--- Dataset excerpts ---
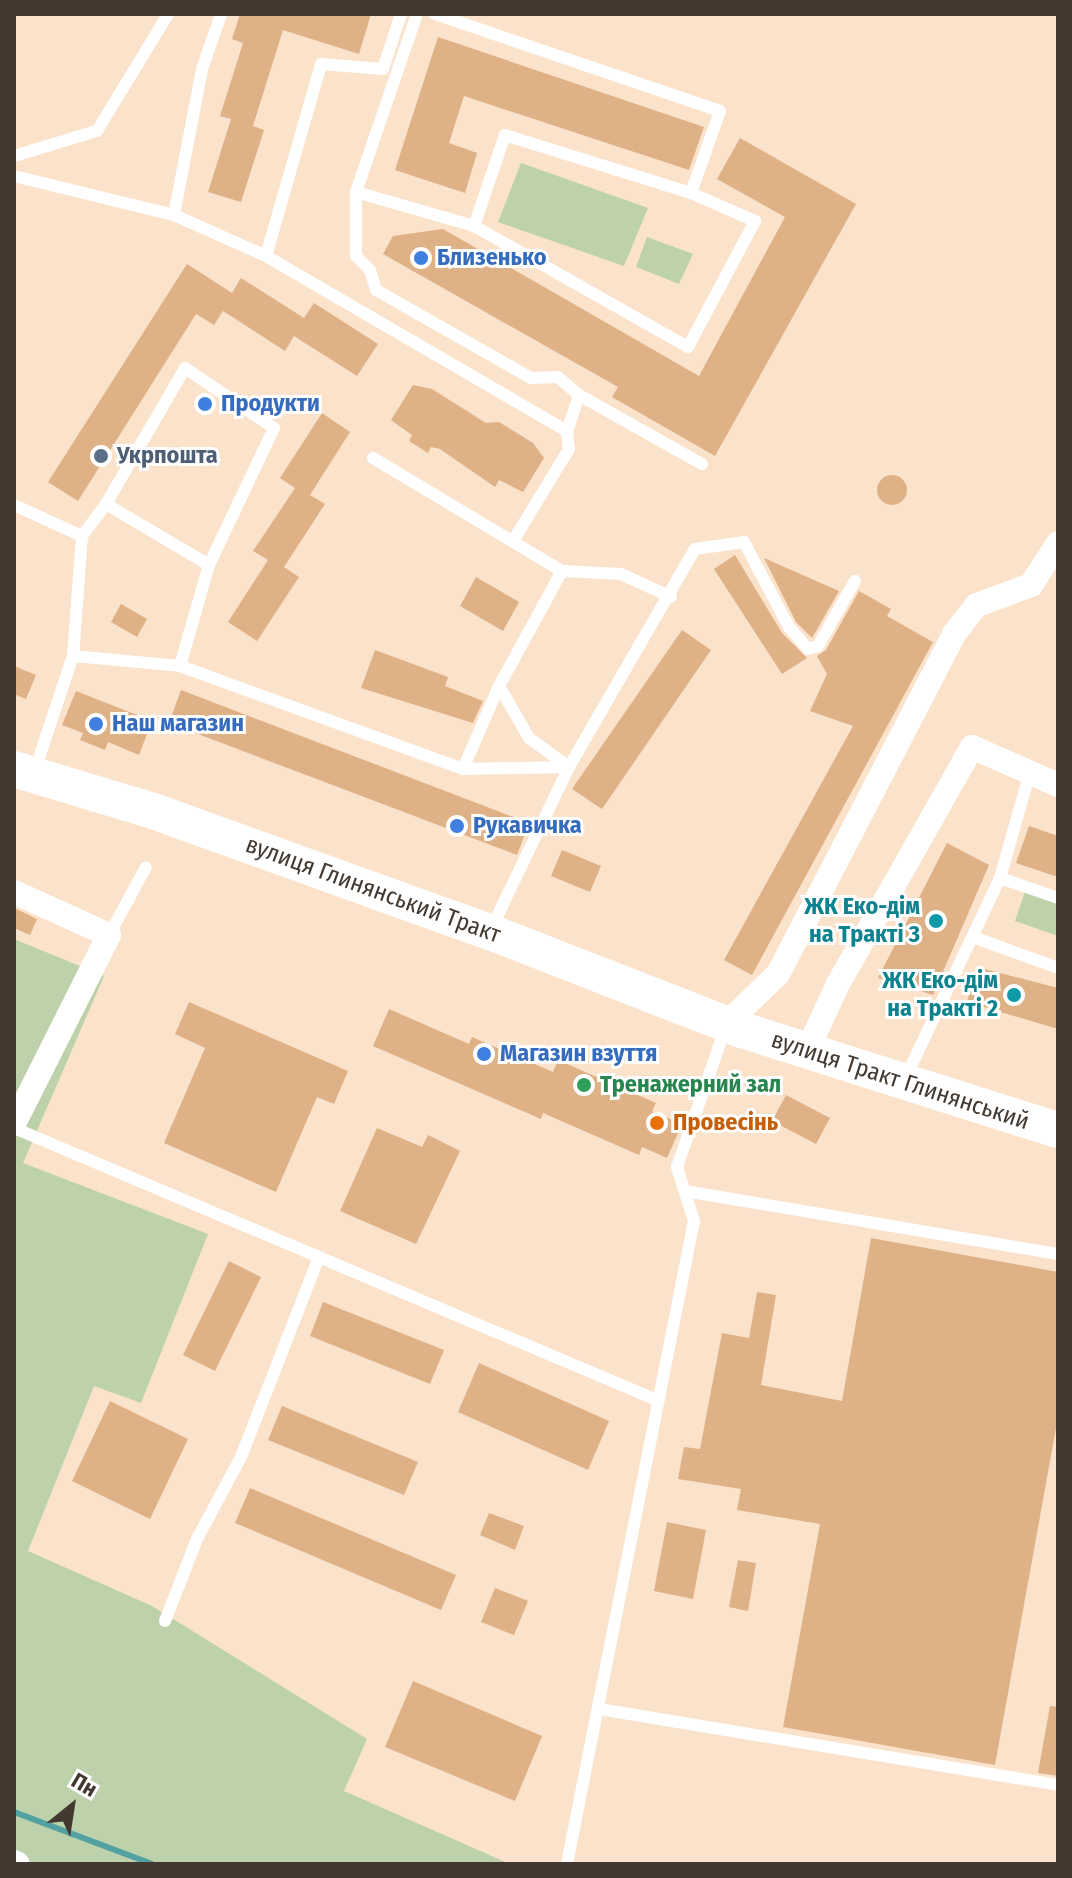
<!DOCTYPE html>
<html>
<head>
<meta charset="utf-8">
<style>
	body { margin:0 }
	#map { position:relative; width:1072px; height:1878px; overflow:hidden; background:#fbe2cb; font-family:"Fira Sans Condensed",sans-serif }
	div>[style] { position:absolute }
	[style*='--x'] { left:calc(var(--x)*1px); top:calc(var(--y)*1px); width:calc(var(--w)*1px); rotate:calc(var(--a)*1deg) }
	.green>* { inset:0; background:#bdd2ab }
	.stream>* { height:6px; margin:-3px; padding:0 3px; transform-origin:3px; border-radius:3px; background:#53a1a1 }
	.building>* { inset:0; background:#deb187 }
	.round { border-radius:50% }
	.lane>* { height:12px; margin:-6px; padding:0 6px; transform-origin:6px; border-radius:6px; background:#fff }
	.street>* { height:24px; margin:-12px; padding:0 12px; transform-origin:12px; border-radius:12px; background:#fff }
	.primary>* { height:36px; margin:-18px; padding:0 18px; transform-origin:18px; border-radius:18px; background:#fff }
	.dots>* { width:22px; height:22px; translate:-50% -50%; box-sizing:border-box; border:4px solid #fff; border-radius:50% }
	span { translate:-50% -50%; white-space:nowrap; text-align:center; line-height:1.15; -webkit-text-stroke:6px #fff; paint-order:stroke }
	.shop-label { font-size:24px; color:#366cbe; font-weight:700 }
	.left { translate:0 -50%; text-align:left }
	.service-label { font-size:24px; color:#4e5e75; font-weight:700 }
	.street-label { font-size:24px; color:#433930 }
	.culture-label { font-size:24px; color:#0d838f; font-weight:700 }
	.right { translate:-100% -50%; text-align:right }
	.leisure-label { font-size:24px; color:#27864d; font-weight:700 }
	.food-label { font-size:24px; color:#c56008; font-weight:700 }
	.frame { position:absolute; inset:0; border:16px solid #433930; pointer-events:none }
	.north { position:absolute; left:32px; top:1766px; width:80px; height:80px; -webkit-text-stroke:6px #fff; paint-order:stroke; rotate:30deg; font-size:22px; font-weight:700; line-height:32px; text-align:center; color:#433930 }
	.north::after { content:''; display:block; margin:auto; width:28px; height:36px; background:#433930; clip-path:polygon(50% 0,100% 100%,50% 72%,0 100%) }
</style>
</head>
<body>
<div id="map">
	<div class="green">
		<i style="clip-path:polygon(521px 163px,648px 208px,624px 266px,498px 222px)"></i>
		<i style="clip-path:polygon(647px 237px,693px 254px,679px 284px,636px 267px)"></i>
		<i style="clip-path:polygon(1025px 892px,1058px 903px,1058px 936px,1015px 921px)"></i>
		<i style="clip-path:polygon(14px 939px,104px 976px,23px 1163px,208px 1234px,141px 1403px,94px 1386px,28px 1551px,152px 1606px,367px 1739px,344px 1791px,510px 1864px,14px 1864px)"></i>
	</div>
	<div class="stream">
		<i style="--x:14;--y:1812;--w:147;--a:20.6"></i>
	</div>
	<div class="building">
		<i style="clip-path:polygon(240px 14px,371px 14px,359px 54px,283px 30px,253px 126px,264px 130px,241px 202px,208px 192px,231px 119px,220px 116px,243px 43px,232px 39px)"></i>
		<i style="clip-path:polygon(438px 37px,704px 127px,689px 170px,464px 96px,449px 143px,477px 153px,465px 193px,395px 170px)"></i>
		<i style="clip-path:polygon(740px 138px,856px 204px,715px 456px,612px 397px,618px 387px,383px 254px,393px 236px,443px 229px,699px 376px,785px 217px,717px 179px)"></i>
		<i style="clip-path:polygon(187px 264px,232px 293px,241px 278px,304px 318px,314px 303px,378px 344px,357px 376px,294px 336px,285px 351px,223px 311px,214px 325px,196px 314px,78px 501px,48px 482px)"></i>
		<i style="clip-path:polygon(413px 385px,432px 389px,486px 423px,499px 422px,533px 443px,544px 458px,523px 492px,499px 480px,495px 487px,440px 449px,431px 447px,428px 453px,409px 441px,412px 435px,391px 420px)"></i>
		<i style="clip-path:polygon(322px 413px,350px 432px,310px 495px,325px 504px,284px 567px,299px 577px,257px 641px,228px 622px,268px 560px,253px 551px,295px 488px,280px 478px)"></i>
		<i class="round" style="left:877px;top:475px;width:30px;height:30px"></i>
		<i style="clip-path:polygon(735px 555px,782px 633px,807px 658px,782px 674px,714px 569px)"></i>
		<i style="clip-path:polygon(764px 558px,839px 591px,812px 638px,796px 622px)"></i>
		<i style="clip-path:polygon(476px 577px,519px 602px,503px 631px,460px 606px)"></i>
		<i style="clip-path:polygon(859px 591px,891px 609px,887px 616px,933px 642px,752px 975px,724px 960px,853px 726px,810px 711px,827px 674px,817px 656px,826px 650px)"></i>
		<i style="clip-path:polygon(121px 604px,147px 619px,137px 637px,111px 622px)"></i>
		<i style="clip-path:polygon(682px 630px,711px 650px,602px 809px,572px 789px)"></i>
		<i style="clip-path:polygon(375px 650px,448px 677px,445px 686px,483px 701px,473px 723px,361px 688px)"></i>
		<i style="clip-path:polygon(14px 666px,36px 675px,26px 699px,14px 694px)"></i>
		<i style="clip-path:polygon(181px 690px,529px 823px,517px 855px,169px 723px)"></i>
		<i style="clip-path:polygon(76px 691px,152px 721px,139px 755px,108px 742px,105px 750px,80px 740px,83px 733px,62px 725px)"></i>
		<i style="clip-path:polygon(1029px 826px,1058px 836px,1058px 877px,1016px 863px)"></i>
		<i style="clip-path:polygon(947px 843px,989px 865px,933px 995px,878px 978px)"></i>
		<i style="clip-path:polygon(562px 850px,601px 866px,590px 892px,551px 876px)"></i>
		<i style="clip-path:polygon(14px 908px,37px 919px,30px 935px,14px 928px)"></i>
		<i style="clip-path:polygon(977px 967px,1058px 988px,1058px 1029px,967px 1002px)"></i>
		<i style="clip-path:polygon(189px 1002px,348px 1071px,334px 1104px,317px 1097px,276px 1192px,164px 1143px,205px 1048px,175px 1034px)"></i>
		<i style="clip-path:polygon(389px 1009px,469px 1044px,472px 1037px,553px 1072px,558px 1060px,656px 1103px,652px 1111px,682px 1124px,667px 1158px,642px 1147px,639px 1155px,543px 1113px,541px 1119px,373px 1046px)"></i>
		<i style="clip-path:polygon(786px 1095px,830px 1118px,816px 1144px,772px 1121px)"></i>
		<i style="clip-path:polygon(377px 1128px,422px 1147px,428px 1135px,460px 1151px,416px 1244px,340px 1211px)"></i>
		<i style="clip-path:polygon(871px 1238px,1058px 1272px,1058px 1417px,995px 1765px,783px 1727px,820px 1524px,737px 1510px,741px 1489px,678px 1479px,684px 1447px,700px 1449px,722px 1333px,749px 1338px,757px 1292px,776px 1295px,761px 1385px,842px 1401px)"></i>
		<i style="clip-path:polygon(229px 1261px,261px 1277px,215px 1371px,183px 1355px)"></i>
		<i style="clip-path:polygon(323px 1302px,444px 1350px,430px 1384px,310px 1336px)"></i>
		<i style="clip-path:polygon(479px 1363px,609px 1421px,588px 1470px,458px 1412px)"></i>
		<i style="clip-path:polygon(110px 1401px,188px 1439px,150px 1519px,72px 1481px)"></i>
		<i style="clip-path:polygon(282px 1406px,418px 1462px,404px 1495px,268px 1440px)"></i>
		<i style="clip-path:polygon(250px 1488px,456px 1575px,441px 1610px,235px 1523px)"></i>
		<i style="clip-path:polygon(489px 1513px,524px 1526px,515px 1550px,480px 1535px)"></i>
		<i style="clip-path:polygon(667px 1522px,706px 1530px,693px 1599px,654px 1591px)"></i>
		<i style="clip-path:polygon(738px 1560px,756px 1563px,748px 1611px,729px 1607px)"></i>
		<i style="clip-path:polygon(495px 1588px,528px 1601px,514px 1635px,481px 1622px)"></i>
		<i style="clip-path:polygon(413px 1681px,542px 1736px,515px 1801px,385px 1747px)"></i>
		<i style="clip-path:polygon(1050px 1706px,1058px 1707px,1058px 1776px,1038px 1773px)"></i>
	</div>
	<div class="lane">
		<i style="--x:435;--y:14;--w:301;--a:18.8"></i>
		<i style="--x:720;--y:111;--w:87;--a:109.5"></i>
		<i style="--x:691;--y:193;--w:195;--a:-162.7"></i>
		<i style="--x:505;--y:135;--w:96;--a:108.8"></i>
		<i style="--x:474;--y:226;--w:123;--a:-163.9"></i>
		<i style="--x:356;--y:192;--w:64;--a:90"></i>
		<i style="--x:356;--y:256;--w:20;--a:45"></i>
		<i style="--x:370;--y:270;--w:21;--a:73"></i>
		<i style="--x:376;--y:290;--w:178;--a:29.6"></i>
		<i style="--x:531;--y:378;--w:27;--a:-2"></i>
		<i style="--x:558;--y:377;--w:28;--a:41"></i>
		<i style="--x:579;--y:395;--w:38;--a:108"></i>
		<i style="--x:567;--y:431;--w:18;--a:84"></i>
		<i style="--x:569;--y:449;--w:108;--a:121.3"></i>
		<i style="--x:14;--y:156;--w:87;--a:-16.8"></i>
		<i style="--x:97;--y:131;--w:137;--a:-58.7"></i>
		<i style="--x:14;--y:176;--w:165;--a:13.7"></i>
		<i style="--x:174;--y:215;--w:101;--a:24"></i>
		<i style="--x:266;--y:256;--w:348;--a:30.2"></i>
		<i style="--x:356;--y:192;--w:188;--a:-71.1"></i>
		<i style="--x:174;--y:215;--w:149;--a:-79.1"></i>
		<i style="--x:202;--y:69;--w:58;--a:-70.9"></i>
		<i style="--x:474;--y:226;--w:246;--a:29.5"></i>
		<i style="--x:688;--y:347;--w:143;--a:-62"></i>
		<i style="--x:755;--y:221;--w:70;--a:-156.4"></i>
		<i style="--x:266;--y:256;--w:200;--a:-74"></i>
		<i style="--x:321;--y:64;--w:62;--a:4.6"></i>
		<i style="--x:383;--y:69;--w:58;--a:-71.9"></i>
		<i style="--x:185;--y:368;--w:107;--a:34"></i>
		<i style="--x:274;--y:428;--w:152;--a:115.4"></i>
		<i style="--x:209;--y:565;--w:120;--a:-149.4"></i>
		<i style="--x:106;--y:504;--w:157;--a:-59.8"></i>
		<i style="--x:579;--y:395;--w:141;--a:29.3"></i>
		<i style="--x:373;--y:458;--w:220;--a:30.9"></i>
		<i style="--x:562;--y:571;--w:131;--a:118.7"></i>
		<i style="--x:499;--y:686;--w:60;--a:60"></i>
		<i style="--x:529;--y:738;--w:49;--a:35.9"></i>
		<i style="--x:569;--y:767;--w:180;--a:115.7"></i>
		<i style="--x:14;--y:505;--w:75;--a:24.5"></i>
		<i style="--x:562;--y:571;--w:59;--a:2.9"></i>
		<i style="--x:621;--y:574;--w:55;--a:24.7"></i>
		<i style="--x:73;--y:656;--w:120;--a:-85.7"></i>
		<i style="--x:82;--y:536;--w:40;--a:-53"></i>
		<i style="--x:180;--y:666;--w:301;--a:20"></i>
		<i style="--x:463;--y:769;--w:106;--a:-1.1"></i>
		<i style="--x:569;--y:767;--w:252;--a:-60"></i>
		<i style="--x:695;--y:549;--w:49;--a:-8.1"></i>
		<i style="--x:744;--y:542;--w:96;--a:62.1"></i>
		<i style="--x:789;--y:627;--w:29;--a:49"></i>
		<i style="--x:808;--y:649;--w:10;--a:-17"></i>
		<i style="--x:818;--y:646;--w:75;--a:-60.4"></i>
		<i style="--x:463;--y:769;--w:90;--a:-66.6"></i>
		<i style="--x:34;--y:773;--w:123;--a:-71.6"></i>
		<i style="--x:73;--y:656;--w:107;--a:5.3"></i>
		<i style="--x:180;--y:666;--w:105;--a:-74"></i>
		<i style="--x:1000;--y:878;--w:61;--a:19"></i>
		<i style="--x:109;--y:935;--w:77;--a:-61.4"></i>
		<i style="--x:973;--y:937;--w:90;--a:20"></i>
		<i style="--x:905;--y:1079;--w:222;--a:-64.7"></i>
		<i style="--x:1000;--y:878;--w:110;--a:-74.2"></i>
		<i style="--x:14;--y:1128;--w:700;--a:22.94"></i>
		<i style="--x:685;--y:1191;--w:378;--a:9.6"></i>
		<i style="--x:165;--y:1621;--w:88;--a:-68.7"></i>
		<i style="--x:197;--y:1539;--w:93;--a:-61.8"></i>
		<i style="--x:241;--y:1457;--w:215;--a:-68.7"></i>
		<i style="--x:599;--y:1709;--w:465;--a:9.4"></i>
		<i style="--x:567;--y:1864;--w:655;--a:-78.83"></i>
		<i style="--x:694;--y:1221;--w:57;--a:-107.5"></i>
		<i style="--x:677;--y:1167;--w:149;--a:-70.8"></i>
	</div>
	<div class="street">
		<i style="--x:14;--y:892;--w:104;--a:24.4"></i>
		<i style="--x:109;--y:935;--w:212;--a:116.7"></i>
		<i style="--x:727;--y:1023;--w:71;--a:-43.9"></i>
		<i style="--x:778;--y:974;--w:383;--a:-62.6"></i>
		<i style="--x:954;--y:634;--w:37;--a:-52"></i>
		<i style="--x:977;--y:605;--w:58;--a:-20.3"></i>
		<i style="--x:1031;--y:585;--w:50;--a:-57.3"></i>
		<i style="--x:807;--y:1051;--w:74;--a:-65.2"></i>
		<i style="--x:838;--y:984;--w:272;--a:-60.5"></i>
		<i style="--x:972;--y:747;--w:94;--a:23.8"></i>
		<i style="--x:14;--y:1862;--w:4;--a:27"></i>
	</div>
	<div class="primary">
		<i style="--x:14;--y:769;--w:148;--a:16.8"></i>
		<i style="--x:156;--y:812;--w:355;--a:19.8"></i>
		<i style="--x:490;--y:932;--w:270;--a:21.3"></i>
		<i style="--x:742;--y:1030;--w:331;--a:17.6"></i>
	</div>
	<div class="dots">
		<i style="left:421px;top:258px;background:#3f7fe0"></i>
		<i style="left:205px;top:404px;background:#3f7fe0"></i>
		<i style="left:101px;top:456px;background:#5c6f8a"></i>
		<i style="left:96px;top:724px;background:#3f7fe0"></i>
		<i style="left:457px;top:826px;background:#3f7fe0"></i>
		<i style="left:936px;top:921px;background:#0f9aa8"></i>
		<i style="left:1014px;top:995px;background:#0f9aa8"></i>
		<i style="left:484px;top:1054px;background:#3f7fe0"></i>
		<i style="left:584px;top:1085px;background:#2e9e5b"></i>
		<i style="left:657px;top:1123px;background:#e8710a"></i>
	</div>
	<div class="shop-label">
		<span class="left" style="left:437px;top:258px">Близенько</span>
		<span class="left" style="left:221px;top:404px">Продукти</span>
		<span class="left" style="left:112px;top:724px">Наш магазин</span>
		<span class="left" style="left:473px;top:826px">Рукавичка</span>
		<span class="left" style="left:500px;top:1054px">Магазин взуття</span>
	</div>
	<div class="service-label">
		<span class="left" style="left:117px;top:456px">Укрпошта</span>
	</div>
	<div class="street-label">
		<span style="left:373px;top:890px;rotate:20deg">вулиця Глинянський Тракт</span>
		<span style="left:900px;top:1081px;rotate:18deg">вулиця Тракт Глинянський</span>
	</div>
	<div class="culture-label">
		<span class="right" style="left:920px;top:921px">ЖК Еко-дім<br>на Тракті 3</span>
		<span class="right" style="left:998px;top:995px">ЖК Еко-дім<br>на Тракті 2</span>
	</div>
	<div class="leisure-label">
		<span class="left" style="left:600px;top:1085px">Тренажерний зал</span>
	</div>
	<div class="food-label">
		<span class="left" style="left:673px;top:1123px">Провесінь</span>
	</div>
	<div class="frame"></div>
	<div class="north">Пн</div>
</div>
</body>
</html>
---
__Exercise brief__.
Reproduce every line from the preceding data in which the word "stream" can be found.

__Output for this task__.
	.stream>* { height:6px; margin:-3px; padding:0 3px; transform-origin:3px; border-radius:3px; background:#53a1a1 }
	<div class="stream">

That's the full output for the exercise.